MATERIAL SUPPLIED

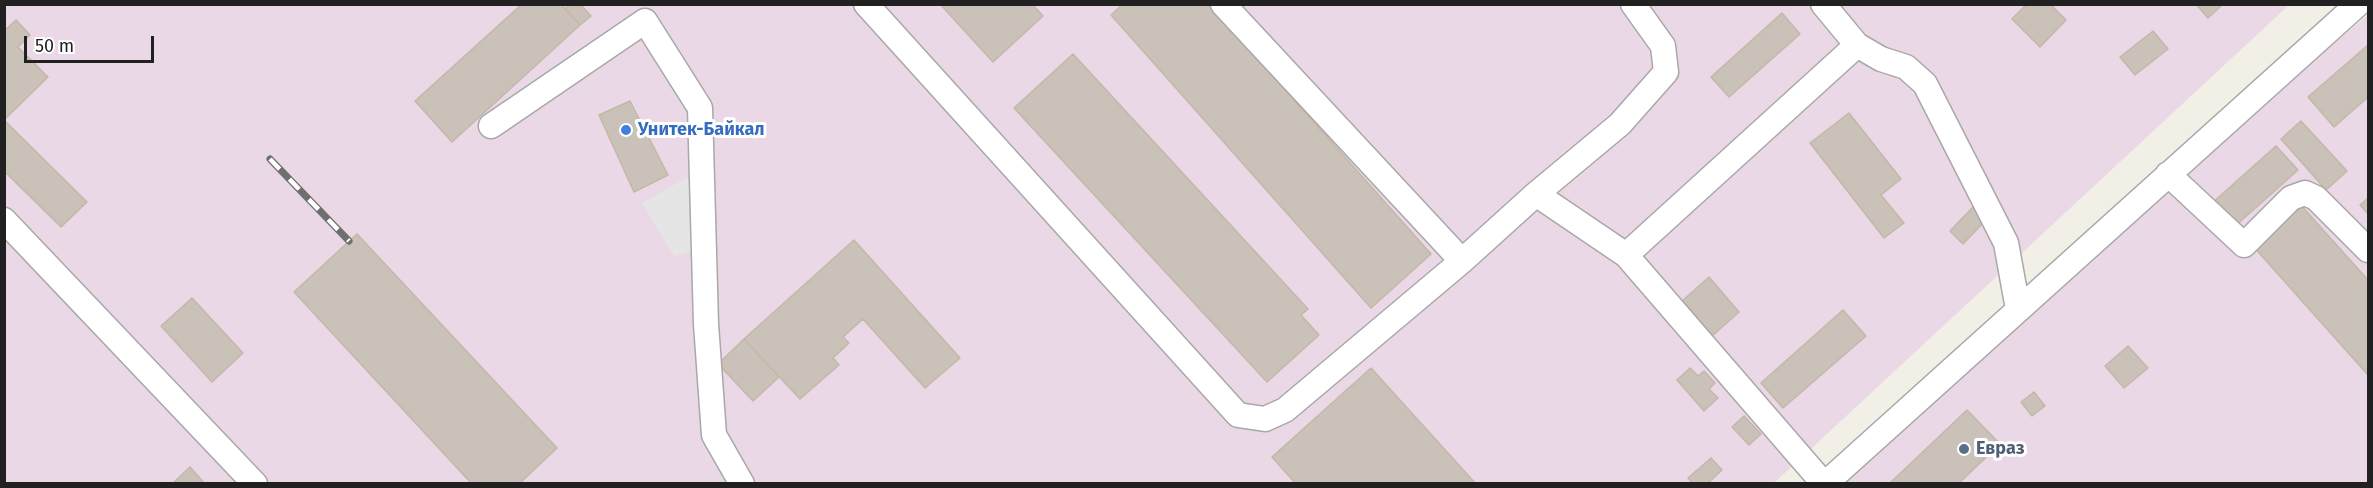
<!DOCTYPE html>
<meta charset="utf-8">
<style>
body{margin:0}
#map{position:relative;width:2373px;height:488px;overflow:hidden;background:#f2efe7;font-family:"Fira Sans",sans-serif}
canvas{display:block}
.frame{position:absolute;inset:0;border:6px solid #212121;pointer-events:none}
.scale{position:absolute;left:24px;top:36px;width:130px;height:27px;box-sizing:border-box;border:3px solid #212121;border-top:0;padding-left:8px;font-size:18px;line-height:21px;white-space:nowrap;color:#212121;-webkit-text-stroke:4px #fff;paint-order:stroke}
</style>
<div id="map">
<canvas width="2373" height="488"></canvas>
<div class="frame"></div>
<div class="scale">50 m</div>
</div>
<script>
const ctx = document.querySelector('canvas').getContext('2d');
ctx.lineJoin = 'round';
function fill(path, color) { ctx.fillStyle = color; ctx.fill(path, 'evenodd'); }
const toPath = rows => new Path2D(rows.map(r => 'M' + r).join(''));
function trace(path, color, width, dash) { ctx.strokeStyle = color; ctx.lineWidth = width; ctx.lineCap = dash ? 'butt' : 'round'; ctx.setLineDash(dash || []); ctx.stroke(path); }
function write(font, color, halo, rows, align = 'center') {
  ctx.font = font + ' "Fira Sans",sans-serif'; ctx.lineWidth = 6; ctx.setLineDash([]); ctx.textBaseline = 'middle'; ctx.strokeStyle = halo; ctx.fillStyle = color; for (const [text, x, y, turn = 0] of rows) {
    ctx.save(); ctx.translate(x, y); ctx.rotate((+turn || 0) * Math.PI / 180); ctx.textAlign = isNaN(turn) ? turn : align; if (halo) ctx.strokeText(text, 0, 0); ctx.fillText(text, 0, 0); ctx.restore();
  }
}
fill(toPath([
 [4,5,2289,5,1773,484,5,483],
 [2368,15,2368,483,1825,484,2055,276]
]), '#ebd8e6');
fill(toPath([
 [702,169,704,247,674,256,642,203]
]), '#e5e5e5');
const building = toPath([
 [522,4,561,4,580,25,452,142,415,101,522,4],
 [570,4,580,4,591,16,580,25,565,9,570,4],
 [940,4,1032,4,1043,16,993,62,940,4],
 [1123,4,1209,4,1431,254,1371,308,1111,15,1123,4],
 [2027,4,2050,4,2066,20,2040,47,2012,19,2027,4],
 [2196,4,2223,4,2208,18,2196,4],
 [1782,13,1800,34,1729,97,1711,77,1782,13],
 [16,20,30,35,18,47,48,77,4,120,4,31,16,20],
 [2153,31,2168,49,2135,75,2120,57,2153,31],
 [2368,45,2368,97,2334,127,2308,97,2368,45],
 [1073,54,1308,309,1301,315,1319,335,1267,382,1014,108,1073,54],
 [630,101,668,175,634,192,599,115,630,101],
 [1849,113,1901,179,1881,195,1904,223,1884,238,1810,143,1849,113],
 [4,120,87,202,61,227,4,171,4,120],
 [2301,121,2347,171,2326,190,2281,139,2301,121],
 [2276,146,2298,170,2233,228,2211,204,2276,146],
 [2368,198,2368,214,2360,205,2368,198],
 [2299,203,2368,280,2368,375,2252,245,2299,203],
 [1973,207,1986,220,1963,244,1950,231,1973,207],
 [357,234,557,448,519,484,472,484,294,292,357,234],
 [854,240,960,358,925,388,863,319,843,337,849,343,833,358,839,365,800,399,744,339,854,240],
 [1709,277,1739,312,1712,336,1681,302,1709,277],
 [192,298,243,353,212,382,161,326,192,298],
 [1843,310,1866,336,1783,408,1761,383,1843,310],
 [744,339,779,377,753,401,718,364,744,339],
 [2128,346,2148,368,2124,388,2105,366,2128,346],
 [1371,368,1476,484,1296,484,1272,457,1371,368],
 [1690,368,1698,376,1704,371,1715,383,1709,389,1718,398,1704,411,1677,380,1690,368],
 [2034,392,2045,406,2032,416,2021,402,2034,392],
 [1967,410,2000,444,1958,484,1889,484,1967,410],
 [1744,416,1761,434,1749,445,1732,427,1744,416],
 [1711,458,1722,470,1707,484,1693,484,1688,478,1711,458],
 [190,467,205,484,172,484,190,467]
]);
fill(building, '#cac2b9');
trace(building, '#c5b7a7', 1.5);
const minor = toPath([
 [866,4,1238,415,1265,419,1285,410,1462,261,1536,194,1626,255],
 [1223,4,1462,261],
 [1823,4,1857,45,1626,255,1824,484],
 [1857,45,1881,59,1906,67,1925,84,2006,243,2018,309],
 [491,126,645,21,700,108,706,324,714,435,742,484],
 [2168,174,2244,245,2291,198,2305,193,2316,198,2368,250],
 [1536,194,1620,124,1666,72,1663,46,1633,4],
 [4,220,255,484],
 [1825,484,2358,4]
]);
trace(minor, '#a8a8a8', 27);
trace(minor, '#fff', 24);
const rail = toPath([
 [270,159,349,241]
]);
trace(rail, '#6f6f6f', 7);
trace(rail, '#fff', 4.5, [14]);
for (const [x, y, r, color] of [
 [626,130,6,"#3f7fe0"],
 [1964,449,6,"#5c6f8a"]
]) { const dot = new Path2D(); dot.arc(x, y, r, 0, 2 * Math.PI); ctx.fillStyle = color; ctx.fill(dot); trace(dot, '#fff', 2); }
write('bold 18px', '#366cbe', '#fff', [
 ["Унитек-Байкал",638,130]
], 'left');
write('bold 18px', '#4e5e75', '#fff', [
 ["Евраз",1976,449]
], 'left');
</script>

WHAT TO WORK ON
Only the lines above from the one with "ctx.save(); ctx.translate(x, y);" through the one with "[2368,15,2368,483,1825,484,2055,276]" should be duplicated, character for character.

SOLUTION FOR THIS EXERCISE
    ctx.save(); ctx.translate(x, y); ctx.rotate((+turn || 0) * Math.PI / 180); ctx.textAlign = isNaN(turn) ? turn : align; if (halo) ctx.strokeText(text, 0, 0); ctx.fillText(text, 0, 0); ctx.restore();
  }
}
fill(toPath([
 [4,5,2289,5,1773,484,5,483],
 [2368,15,2368,483,1825,484,2055,276]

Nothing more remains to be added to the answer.